Premessa sulla distinzione tra uso della cosa comune e innovazikone ex art. 1120:

<<Le innovazioni di cui all’art. 1120 c.c. si distinguono dalle modificazioni disciplinate dall’art. 1102 c.c., sia dal punto di vista oggettivo, che da quello soggettivo: sotto il profilo oggettivo, le prime consistono in opere di trasformazione, che incidono sull’essenza della cosa comune, alterandone l’originaria funzione e destinazione, mentre le seconde si inquadrano nelle facoltà riconosciute al condomino, con i limiti indicati nello stesso art. 1102 c.c., per ottenere la migliore, più comoda e razionale utilizzazione della cosa; per quanto concerne l’aspetto soggettivo, nelle innovazioni rileva l’interesse collettivo di una maggioranza qualificata, espresso con una deliberazione dell’assemblea, elemento che invece difetta nelle modificazioni, che non si confrontano con un interesse generale, ma con quello del singolo condomino, essendo volte al suo solo perseguimento (Cass. 2126/2021; Cass. 20712/2017; Cass. 18052/2012; Cass. n. 20712; Cass. 240/1997).

Costituisce innovazione ex art. 1120 c.c., non qualsiasi modificazione della cosa comune, ma solo quella che alteri l’entità materiale del bene, operandone la trasformazione, o ne modifichi la destinazione, ove il bene assuma, a seguito delle opere eseguite, una diversa consistenza materiale o sia utilizzato per fini diversi da quelli originari.

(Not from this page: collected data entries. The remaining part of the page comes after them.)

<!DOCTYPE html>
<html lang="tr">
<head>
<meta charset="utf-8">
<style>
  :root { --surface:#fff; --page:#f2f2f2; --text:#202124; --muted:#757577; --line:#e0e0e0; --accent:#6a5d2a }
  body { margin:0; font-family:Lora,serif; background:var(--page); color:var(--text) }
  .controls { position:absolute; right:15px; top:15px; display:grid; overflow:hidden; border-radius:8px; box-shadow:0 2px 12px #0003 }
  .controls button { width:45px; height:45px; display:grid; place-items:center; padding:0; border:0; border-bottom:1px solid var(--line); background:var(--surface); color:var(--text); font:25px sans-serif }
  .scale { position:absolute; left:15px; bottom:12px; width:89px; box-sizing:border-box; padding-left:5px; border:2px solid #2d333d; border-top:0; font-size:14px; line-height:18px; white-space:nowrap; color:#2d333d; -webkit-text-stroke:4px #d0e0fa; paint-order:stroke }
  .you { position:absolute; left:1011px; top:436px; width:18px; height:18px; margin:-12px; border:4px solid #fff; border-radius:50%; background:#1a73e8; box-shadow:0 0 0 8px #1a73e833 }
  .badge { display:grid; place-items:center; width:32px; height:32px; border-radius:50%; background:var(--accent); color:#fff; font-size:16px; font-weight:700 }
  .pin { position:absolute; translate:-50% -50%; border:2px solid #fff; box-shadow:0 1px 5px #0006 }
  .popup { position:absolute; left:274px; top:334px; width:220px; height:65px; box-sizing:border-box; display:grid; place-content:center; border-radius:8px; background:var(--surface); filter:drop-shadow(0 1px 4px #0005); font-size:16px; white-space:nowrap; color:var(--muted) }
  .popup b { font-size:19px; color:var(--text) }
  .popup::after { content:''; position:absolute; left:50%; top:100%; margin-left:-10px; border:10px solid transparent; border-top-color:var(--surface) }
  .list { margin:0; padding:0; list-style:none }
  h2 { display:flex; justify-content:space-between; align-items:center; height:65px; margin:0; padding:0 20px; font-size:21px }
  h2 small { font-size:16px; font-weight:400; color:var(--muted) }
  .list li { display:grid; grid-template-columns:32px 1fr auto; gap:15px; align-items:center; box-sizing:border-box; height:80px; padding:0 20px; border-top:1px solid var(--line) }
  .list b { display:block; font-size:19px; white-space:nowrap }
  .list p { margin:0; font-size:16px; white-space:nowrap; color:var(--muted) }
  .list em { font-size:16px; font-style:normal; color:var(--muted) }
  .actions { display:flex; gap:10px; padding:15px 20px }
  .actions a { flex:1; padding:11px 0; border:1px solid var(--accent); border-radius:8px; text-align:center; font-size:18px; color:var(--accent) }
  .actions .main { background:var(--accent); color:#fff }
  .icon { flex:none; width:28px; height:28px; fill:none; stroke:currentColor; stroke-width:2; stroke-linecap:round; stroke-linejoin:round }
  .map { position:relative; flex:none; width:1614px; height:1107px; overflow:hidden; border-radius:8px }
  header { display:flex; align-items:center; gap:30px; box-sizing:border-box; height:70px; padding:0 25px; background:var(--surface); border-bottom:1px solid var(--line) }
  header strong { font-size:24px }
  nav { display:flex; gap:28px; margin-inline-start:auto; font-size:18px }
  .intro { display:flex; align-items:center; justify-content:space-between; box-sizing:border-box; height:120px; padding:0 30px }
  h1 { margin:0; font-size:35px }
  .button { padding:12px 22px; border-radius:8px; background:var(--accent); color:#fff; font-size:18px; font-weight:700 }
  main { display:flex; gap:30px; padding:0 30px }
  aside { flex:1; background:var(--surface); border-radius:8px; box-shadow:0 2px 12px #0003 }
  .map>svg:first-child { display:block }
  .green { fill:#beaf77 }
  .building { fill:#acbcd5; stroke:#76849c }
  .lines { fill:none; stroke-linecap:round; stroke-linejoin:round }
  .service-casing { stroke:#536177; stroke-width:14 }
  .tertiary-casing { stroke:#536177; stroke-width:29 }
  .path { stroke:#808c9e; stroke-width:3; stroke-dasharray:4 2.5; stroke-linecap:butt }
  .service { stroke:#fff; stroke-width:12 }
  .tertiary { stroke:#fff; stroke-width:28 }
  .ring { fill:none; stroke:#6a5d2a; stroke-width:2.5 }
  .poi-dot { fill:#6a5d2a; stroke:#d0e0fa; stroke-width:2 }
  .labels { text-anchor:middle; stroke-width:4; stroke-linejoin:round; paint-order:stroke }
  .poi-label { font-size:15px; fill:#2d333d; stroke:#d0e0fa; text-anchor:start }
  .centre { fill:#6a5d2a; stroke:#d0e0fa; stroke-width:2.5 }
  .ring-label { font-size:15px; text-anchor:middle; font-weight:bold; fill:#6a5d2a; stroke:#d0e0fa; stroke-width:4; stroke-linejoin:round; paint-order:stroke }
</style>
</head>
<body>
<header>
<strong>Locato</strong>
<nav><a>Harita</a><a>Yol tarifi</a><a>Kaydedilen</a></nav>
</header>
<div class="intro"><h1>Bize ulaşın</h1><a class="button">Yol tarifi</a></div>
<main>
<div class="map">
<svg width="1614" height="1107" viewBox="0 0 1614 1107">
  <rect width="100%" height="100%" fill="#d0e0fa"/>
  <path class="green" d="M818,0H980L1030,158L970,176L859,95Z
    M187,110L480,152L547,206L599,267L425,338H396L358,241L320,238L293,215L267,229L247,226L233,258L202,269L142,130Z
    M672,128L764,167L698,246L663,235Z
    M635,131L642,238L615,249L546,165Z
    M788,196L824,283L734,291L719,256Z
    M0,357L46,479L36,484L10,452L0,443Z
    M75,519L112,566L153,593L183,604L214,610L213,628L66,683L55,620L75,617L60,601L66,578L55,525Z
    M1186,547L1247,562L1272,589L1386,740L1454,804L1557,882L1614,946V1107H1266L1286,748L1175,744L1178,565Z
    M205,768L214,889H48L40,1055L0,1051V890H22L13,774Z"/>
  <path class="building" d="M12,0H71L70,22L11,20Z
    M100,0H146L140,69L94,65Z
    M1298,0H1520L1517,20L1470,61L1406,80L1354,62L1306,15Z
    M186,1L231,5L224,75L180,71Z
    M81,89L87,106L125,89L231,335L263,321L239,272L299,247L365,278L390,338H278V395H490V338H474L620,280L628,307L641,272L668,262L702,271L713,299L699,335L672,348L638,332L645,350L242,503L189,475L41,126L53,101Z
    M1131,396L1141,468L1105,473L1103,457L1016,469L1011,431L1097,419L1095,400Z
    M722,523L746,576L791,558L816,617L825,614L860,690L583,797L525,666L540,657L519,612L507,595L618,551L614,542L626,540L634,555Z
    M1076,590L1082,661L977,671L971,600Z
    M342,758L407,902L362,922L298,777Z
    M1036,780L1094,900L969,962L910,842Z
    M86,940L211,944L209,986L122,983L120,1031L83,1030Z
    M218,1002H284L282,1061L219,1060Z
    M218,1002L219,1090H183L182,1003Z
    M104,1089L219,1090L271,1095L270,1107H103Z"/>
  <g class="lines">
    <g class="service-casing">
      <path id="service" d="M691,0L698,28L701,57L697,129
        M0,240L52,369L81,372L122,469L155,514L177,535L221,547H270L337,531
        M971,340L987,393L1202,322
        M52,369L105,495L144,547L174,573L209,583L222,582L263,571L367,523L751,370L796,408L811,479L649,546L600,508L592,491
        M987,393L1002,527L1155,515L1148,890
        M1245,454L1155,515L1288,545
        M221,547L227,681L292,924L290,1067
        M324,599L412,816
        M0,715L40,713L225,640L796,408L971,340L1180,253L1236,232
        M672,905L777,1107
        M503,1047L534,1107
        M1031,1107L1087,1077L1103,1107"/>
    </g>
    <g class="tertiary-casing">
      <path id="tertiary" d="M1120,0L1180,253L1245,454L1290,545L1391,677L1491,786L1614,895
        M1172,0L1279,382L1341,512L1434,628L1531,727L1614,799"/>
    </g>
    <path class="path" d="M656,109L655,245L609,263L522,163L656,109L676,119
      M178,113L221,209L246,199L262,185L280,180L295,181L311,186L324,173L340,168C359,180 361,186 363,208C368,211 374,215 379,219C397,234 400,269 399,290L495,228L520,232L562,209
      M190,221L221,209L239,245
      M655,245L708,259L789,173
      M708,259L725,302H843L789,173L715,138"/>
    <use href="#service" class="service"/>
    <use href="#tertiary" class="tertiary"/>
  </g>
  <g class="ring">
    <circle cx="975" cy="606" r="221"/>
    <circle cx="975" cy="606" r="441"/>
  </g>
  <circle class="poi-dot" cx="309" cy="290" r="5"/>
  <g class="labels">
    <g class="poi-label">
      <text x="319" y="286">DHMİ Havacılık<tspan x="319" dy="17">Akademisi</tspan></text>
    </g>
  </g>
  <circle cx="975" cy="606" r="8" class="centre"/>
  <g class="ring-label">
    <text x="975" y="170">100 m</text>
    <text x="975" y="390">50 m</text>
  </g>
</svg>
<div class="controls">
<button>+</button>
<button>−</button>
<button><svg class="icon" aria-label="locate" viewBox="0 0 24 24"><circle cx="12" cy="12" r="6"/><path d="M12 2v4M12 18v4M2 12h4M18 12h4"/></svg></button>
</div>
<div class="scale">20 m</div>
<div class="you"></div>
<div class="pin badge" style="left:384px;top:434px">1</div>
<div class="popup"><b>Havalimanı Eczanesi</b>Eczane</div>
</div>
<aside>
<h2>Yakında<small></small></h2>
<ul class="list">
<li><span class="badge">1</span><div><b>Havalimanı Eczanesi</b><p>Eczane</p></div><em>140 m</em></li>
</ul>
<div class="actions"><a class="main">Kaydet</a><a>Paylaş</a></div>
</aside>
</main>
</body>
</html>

Qualora la modificazione della cosa comune risponda allo scopo di un uso del bene più intenso e proficuo, si versa nell’ambito dell’art. 1102 c.c., che, sebbene dettato in materia di comunione ordinaria, è applicabile in materia di condominio degli edifici per effetto del richiamo contenuto nell’art. 1139 c.c.>>

Ne segue: <<per tali ragioni la giurisprudenza di questa Corte ha affermato che il condomino, proprietario del piano sottostante al tetto comune dell’edificio, può trasformarlo in terrazza di proprio uso esclusivo, sempre che un tale intervento dia luogo a modifiche non significative della consistenza del bene in rapporto alla sua estensione e sia attuato con tecniche costruttive tali da non affievolire la funzione di copertura e protezione delle sottostanti strutture svolta dal tetto preesistente, quali la coibentazione termica e la protezione del piano di calpestio mediante idonei materiali (Cass. 14107/2012; Cass. 2126/2021).

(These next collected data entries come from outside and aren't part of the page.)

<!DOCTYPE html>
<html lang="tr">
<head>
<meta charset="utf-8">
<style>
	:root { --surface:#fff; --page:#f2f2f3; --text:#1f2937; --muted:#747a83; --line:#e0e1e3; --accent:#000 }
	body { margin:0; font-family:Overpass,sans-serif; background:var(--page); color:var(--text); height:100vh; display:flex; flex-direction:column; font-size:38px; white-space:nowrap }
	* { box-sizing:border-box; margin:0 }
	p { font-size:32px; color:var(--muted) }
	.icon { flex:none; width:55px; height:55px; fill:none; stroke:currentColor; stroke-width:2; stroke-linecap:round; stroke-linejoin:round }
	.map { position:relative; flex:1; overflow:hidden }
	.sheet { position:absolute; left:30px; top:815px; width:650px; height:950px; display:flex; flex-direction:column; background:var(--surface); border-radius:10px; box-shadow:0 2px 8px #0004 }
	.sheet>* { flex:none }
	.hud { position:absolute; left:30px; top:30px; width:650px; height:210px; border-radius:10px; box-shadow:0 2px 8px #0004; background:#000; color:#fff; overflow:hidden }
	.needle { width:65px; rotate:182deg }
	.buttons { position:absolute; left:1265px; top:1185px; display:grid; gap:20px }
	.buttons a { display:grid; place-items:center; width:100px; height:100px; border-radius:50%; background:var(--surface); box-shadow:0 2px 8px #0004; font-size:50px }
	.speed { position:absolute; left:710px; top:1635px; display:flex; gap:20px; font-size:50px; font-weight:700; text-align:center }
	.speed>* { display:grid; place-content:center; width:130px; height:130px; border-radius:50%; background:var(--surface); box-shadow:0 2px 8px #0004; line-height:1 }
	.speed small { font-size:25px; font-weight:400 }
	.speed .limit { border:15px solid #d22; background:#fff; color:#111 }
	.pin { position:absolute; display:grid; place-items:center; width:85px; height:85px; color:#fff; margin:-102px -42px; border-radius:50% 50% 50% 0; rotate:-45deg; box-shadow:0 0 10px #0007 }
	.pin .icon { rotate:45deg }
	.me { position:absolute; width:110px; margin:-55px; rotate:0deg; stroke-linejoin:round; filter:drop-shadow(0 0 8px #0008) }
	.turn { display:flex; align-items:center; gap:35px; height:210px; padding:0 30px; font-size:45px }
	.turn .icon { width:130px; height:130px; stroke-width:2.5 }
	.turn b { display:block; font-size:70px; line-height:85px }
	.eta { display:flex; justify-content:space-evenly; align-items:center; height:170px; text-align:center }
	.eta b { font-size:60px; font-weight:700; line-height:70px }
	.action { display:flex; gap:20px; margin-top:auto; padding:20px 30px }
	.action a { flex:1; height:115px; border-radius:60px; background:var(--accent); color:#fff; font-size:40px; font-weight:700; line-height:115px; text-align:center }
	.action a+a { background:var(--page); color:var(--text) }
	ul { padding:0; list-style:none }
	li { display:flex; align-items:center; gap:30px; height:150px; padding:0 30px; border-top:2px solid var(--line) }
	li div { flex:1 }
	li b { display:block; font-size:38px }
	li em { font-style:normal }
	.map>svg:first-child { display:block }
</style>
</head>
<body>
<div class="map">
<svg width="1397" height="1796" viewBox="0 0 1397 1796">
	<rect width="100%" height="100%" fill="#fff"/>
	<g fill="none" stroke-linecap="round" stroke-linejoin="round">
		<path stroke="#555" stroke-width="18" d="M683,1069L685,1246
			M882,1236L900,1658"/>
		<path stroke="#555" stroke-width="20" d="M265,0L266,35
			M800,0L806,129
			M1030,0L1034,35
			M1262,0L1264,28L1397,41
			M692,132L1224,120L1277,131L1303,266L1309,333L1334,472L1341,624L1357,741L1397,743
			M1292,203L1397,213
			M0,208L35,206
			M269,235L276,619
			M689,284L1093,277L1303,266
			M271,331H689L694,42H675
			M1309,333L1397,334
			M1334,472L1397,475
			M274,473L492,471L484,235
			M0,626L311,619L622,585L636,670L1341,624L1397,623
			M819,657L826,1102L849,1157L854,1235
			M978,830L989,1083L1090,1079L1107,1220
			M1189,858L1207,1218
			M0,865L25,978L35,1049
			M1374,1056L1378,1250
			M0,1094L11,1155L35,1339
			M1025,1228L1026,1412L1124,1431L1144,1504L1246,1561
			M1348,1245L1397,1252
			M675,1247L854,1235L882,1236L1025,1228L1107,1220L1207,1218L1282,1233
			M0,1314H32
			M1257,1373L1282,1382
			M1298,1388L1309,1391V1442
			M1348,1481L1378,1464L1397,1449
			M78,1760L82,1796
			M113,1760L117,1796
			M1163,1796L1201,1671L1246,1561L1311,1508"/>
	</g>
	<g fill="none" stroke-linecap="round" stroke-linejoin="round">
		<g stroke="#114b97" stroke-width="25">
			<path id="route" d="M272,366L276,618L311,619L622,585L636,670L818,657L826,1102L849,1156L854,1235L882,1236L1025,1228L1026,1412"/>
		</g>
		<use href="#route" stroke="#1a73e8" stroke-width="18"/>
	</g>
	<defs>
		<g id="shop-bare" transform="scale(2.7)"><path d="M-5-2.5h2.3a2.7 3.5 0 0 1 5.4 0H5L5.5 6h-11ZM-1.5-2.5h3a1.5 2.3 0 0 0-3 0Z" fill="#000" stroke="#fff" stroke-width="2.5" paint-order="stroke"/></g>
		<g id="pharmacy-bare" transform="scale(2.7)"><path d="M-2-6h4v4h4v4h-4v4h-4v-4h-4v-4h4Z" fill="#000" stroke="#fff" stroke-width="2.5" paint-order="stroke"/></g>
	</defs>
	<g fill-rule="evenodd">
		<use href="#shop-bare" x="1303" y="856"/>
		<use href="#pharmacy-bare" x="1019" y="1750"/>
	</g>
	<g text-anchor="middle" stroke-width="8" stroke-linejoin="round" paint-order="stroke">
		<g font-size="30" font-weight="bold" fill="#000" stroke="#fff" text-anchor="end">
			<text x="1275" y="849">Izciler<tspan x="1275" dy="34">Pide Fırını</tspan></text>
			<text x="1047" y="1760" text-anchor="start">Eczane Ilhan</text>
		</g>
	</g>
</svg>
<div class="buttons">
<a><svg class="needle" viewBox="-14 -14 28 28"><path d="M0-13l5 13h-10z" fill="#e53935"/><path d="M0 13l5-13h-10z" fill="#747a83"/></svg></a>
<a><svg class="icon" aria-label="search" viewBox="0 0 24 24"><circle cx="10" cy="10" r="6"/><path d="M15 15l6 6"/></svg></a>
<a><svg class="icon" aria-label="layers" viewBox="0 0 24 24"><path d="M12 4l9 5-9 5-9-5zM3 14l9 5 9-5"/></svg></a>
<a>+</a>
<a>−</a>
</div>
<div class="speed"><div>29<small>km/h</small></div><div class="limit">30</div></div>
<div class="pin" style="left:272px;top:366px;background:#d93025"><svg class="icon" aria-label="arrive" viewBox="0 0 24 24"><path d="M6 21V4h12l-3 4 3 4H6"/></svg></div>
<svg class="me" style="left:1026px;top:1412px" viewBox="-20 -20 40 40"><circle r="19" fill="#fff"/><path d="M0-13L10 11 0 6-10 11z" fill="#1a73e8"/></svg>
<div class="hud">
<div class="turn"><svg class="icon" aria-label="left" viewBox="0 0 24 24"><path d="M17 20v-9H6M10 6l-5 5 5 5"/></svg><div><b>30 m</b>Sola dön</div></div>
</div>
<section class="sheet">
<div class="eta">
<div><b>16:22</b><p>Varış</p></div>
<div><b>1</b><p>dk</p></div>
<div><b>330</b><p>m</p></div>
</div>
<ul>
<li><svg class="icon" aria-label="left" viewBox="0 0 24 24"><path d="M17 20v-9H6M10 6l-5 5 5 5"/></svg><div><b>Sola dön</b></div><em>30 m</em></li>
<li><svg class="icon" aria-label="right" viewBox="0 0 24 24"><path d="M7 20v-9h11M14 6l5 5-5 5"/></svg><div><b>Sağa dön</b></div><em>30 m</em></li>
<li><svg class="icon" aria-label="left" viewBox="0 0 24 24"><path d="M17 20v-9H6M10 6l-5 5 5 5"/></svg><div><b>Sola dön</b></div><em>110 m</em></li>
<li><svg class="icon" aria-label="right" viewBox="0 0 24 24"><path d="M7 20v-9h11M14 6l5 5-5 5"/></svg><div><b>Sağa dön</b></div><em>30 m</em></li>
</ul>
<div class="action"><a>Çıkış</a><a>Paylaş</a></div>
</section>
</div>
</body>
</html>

L’art. 1102 c.c. consente a ciascun proprietario di far un uso più inteso della cosa comune a condizione che non sia alterata la funzione del bene e non impedito il pari uso: l’alterazione della funzione del bene deve essere effettiva e non può consistere in una semplice modificazione materiale; il pari uso non va inteso non deve consistere nel medesimo uso che possa invece farne il singolo che si trovi in un rapporto particolare e diverso con la cosa, ma di uso anche inteso ma che possa essere effettivo, occorrendo individuare, in concreto, i sacrifici alle facoltà di godimento che tale modifica apporti, senza dar rilievo ad una astratta possibilità di uso alternativo o un suo ipotetico depotenziamento (Cass. 14107/2012; Cass. 857/2019; Cass. 13503/2019; Cass. 41490/2021; Cass. 19939/2022; Cass. 2971/2023).

Le opere di cui si discute non costituivano – quindi – innovazioni suscettibili di autorizzazione ai sensi dell’art. 1120 c.c.: la norma riguarda non le opere intraprese dal singolo per realizzare un miglior uso della cosa comune ai sensi dell’art. 1102 c.c., ma quelle volute dall’assemblea condominiale con la maggioranza prescritta>>.

Occhio però al limite: <<Occorre tuttavia considerare che l’art. 1120, comma 2 c.c. [rectius: comma 4] , nel vietare le innovazioni che possano recare pregiudizio alla stabilità o alla sicurezza del fabbricato, che ne alterino il decoro architettonico – è astrattamente applicabile anche agli interventi effettuati con le finalità di cui all’art. 1102 c.c. (Cass. 11455/2015; Cass. 18350/2013; Cass. 14607/12), dovendosi accertare, oltre alla compatibilità dell’intervento con i limiti derivanti dall’art. 1102 c.c., il rispetto dell’ultimo comma dell’art. 1120 c.c., alla luce del necessario coordinamento normativo che deve farsi tra l’art. 1102, l’art. 1120 e, ove si tratti di interventi sulle pari esclusive, con l’art. 1122 c.c. (Cass. 11455/2015).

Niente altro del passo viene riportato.